El Palacio Grulla en Toshi Ranbo

 

Doji Seishiro estaba sentado en silencio ante una mesa de go en el jardín, su mente meditando profundamente en otras cosas. Cortesanos pasaban junto a él con respetuosas inclinaciones de cabeza, pero él apenas se daba cuenta. Su educado asentimiento como contestación era meramente un reflejo, nada más. No fue hasta que se le acercó una ayudante y se inclinó profundamente, que levantó una ceja.

            “Akodo Setai os desea ver, Seishiro-sama.”

            Seishiro asintió, y la ayudante desapareció. Unos momentos después, reapareció con Setai. El León asintió a la ayudante, se inclinó ante Seishiro, y luego se puso al otro lado de la mesa de go. Ninguno de los dos dijo nada durante un tiempo. Finalmente, fue Setai el que rompió el silencio. “Un reto interesante para nosotros, ¿no crees?”

            “Si, un reto,” estuvo de acuerdo Seishiro. “Otros llaman un acto de guerra a lo que hizo Tekkan.”

            “No totalmente inapropiado,” dijo Setai asintiendo. “Y desde luego es lo que será si tu y yo no evitamos que lo sea.”

            “¿Entonces se retirarán los León?”

            Setai sonrió con tristeza. “Sabes que no pueden. ¿Tomar una ciudad Grulla y renunciar a ella inmediatamente, solo unas semanas después de que nuestro nuevo Campeón asuma el mando? Sabes que no lo puede hacer ya que quedaría muy desprestigiado, debilitando para siempre su posición ante los demás clanes.” Agitó la cabeza. “Además, si los informes son ciertos hay otras complicaciones en Hitsu Taekeru. La Lluvia de Sangre puede haber plantado ahí las semillas de la revolución, y hay que ocuparse de eso. Que irónico que Tekkan usó el deber del León como excusa para tomar vuestro poblado, y ahora ese mismo deber nos obliga a permanecer allí.”

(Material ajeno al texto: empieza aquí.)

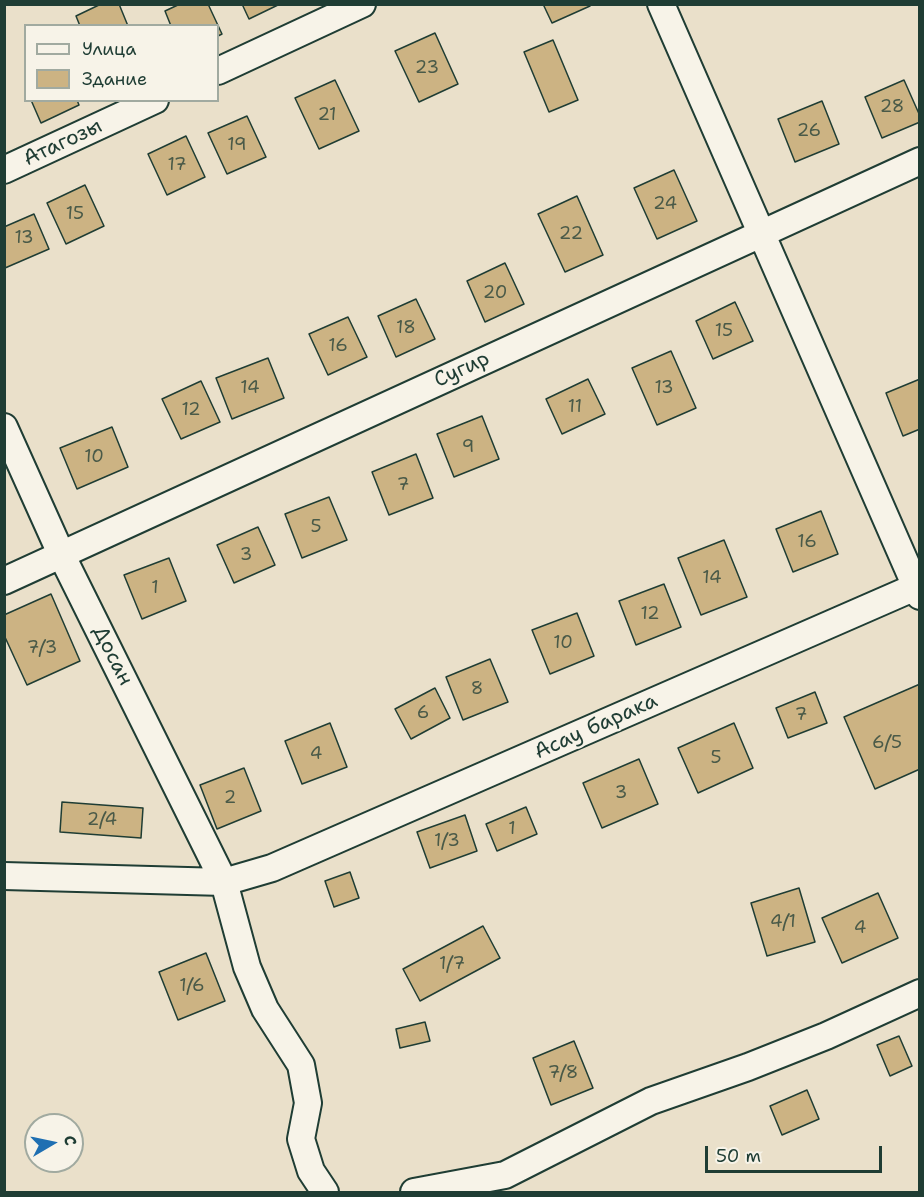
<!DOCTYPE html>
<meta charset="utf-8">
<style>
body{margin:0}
#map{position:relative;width:924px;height:1197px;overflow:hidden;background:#eae0ca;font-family:"Shantell Sans",sans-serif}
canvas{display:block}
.frame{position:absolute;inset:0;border:6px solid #1f3d34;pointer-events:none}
.legend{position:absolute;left:24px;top:24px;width:195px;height:78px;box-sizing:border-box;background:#f7f3e8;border:2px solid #a1aaa0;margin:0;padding:8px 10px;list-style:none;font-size:18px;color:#1f3d34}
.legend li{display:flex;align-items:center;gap:12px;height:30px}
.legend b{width:30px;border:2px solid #a1aaa0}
.north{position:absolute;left:24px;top:1113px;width:60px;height:60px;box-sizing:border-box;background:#f7f3e8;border:2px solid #a1aaa0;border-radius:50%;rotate:81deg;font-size:16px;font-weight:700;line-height:24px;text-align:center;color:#1f3d34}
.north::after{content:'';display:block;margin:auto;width:21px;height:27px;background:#1f6fb2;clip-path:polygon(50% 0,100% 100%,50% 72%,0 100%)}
.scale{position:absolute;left:705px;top:1146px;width:177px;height:27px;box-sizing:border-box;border:3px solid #1f3d34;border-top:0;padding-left:8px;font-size:18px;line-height:21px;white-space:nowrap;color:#1f3d34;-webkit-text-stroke:4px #f7f3e8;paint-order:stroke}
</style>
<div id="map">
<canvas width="924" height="1197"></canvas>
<div class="frame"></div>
<ul class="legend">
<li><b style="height:8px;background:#f7f3e8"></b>Улица</li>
<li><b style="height:16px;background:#ccb383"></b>Здание</li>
</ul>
<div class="north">С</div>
<div class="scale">50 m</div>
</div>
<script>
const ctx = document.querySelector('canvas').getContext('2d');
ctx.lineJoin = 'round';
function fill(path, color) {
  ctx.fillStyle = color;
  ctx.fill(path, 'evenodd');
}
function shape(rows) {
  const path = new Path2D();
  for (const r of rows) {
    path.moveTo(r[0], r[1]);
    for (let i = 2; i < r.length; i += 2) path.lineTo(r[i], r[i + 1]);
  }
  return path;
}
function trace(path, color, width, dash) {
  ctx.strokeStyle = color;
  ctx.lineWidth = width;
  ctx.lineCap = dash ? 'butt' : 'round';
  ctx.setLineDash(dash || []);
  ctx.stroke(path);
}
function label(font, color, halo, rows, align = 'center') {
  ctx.font = font + ' "Shantell Sans",sans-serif';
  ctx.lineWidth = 4.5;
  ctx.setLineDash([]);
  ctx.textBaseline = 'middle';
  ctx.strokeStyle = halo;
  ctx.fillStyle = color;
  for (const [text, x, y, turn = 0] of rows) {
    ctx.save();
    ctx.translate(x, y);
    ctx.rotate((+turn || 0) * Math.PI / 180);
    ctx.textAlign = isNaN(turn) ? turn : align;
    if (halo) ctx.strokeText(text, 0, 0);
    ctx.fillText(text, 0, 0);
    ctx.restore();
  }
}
const building = shape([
 [101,4,119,4,128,26,80,26,76,16,101,4],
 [180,4,208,4,222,34,218,36,218,26,171,26,165,11,180,4],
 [242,4,280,4,249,19,242,4],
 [543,4,590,4,590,6,552,23,543,4],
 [435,33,458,84,419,102,395,51,435,33],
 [553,40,578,100,549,112,524,52,553,40],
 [335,80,359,131,319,149,295,98,335,80],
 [904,80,920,116,920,122,882,138,865,97,904,80],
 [31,100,77,100,79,105,41,123,31,100],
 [822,101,839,144,795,162,778,119,822,101],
 [247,116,266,157,227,174,208,133,247,116],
 [186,136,205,177,167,195,148,154,186,136],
 [674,170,697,221,657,239,634,188,674,170],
 [85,185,104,226,66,244,47,203,85,185],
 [577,196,603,255,565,272,538,214,577,196],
 [34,214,49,249,5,268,4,227,34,214],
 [505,263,524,304,485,322,467,281,505,263],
 [416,299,435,339,396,357,378,316,416,299],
 [735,302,753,341,713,359,696,321,735,302],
 [348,317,367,357,328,375,309,334,348,317],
 [671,351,696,408,657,425,632,368,671,351],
 [268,358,284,398,232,419,216,378,268,358],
 [588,379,605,414,562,434,546,399,588,379],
 [920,379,920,429,903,436,886,393,920,379],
 [201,381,220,422,181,439,162,399,201,381],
 [482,416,499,459,454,477,437,434,482,416],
 [112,427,128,467,77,489,60,448,112,427],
 [416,454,433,498,389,515,372,472,416,454],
 [329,497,347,540,302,558,285,514,329,497],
 [821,511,838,554,793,572,776,529,821,511],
 [258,527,275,565,234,583,217,545,258,527],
 [724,540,747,597,701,615,678,558,724,540],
 [169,558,186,601,142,619,124,575,169,558],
 [664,584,681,627,636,645,619,601,664,584],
 [51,594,80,661,27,685,4,635,4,615,51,594],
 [577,613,594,656,550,674,532,630,577,613],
 [490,659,508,702,463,720,446,677,490,659],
 [920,684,920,769,875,789,844,717,920,684],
 [435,688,450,718,411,739,395,709,435,688],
 [815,692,827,723,788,738,776,708,815,692],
 [330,723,347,767,302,784,285,741,330,723],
 [734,723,753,768,698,793,678,748,734,723],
 [639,759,658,804,602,828,583,783,639,759],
 [244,768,261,811,217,829,200,785,244,768],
 [62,802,143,808,141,838,60,832,62,802],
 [526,807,537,834,497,851,486,824,526,807],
 [465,815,477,851,430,868,417,832,465,815],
 [350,872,359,898,334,907,325,881,350,872],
 [799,888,815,942,767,956,751,903,799,888],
 [878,893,898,938,842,963,822,918,878,893],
 [483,926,500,958,420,1001,403,969,483,926],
 [206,953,225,1001,178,1020,159,972,206,953],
 [425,1022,430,1041,400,1048,396,1029,425,1022],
 [899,1036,912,1066,890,1076,877,1045,899,1036],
 [574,1041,593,1088,551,1105,533,1058,574,1041],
 [807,1090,819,1119,782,1135,770,1106,807,1090]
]);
fill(building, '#ccb383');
trace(building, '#1f3d34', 1.5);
const street = shape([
 [661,4,920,596],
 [218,71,362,4],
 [4,170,155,100],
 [4,427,62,556,224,882,247,967,265,1009,301,1065,308,1103,301,1139,311,1171,325,1192],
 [4,581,920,161],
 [4,876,224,882,272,868,920,585],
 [414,1192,505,1175,651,1101,748,1067,826,1036,920,993]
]);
trace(street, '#1f3d34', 30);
trace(street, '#f7f3e8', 26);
label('18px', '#4a5a48', null, [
 ["23",427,68],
 ["28",892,107],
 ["21",327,115],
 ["26",809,131],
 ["19",237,145],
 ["17",177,165],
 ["24",665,204],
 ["15",75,214],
 ["22",571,234],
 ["13",24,238],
 ["20",495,293],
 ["18",406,328],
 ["15",724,331],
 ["16",338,346],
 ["14",250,388],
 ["13",664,388],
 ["11",575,407],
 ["12",191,410],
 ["9",468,447],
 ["10",94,457],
 ["7",403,485],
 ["5",316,527],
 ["16",807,542],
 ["3",246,555],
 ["14",712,578],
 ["1",155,588],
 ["12",650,614],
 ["10",563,643],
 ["7/3",42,648],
 ["8",477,689],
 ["6",423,713],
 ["7",801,715],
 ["6/5",887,743],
 ["4",316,754],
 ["5",716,758],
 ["3",621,793],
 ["2",230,798],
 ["2/4",102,820],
 ["1",512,829],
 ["1/3",447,841],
 ["4/1",783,922],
 ["4",860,928],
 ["1/7",452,964],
 ["1/6",192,986],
 ["7/8",563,1073]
]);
label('21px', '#1f3d34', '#f7f3e8', [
 ["Атагозы",63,143,-25],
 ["Сугир",462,370,-25],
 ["Досан",112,656,63],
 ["Асау барака",596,727,-24]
]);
</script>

            “Hay muchos entre los Grulla que no verían esto como un noble esfuerzo para mantener la paz,” dijo Seishiro suspirando. “Lo verán como Tekkan querían que lo viesen. Como una invasión. En cuestión de horas, tu y yo seremos enemigos, como éramos antes de conocernos.” El tono de Seishiro era de resignación.

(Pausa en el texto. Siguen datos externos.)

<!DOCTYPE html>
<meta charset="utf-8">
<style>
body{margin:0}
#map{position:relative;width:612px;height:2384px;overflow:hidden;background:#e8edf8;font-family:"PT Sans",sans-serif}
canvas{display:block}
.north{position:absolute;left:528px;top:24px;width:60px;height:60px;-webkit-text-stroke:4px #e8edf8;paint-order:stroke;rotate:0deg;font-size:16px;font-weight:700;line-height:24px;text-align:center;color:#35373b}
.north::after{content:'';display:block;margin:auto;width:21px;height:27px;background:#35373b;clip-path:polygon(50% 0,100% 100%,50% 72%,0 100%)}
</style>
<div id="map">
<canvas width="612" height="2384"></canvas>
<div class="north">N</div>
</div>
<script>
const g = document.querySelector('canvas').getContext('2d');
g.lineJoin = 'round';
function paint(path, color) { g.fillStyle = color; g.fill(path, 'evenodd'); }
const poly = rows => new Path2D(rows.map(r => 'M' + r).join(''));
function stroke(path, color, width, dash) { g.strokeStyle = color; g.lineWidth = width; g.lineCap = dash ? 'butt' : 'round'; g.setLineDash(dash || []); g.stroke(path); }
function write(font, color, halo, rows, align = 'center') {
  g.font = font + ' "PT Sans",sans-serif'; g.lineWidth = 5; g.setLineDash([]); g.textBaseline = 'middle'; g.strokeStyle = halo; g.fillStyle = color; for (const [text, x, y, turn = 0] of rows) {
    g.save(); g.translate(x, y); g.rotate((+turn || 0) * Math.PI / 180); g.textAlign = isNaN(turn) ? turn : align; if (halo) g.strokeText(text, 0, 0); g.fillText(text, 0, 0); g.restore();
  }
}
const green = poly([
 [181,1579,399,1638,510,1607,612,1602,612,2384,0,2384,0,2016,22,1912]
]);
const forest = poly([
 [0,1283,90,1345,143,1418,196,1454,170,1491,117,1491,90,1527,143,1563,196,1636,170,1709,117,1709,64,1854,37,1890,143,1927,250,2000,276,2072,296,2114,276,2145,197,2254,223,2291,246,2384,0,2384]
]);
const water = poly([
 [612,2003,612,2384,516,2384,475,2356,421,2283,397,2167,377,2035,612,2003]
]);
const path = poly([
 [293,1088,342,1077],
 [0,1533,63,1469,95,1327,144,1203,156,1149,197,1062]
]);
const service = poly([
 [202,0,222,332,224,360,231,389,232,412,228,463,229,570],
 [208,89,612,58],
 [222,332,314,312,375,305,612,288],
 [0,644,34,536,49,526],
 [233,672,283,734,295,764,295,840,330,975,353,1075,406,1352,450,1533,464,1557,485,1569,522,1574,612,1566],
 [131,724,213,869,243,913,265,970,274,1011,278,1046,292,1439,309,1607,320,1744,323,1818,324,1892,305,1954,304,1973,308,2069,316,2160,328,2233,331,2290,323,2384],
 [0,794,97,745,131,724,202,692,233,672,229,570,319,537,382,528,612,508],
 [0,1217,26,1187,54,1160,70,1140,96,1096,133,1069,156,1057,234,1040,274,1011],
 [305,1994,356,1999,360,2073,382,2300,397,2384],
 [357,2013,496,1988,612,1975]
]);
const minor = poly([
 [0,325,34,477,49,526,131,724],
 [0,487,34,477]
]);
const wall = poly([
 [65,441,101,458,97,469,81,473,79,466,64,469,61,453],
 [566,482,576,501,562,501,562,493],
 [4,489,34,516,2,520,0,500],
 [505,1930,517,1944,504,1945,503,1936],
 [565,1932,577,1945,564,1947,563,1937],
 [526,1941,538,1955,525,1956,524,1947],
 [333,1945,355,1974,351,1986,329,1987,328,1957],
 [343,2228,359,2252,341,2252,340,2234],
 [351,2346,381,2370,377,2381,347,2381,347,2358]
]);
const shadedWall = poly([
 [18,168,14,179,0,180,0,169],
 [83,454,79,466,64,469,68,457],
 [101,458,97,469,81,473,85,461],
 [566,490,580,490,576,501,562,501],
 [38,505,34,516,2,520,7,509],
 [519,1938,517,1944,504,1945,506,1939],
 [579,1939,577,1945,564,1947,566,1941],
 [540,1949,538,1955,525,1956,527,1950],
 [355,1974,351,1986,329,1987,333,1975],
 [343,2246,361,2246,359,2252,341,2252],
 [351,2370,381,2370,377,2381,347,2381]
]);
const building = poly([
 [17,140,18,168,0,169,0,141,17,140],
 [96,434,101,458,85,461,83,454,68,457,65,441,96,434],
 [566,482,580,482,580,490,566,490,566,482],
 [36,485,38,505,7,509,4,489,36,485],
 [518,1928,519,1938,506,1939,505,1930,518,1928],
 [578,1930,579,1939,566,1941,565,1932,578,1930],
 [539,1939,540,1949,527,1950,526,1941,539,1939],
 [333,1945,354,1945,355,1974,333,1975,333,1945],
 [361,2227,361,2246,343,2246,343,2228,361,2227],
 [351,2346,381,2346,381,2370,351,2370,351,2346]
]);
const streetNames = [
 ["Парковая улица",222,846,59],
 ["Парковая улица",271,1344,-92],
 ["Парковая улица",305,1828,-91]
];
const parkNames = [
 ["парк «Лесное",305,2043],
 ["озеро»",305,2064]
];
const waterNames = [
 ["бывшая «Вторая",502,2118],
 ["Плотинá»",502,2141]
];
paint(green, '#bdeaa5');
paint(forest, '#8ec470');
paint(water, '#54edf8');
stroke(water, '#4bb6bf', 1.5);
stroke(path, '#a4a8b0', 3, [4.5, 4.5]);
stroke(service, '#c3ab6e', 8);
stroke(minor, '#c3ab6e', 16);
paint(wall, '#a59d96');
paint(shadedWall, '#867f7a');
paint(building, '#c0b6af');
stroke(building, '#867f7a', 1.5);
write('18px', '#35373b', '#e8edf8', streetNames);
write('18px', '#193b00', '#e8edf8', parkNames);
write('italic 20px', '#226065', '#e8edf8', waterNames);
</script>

            “Es muy posible que un día ese sea nuestro destino,” estuvo de acuerdo Setai, “pero hoy no.”

            Seishiro frunció el ceño. “¿Tienes una sugerencia? Porque yo no puedo pensar en nada.”

            “He pensado en ello,” admitió Setai. “Quizás podamos usar una extraña táctica política en este caso.”

            “¿Cuál?”

            “La verdad,” dijo Setai. “He recopilado los informes de Akodo Ieshige sobre lo que ha ocurrido en la ciudad tanto desde la Lluvia de Sangre como antes de ella. Muéstralo a tus superiores. Enseña a Doji Kurohito como este poblado se ha convertido en la tea que puede encender rebeliones de campesinos por todo Rokugan. Pregúntale después si quiere denegar al León el derecho a resolver este problema.” Akodo Setai sacó un rollo de pergaminos de su obi y se lo ofreció a Seishiro. “Y si eso no es suficiente, tengo otra sugerencia. La verdad convencerá a Kurohito. El resto calmará a los idiotas que claman la guerra.”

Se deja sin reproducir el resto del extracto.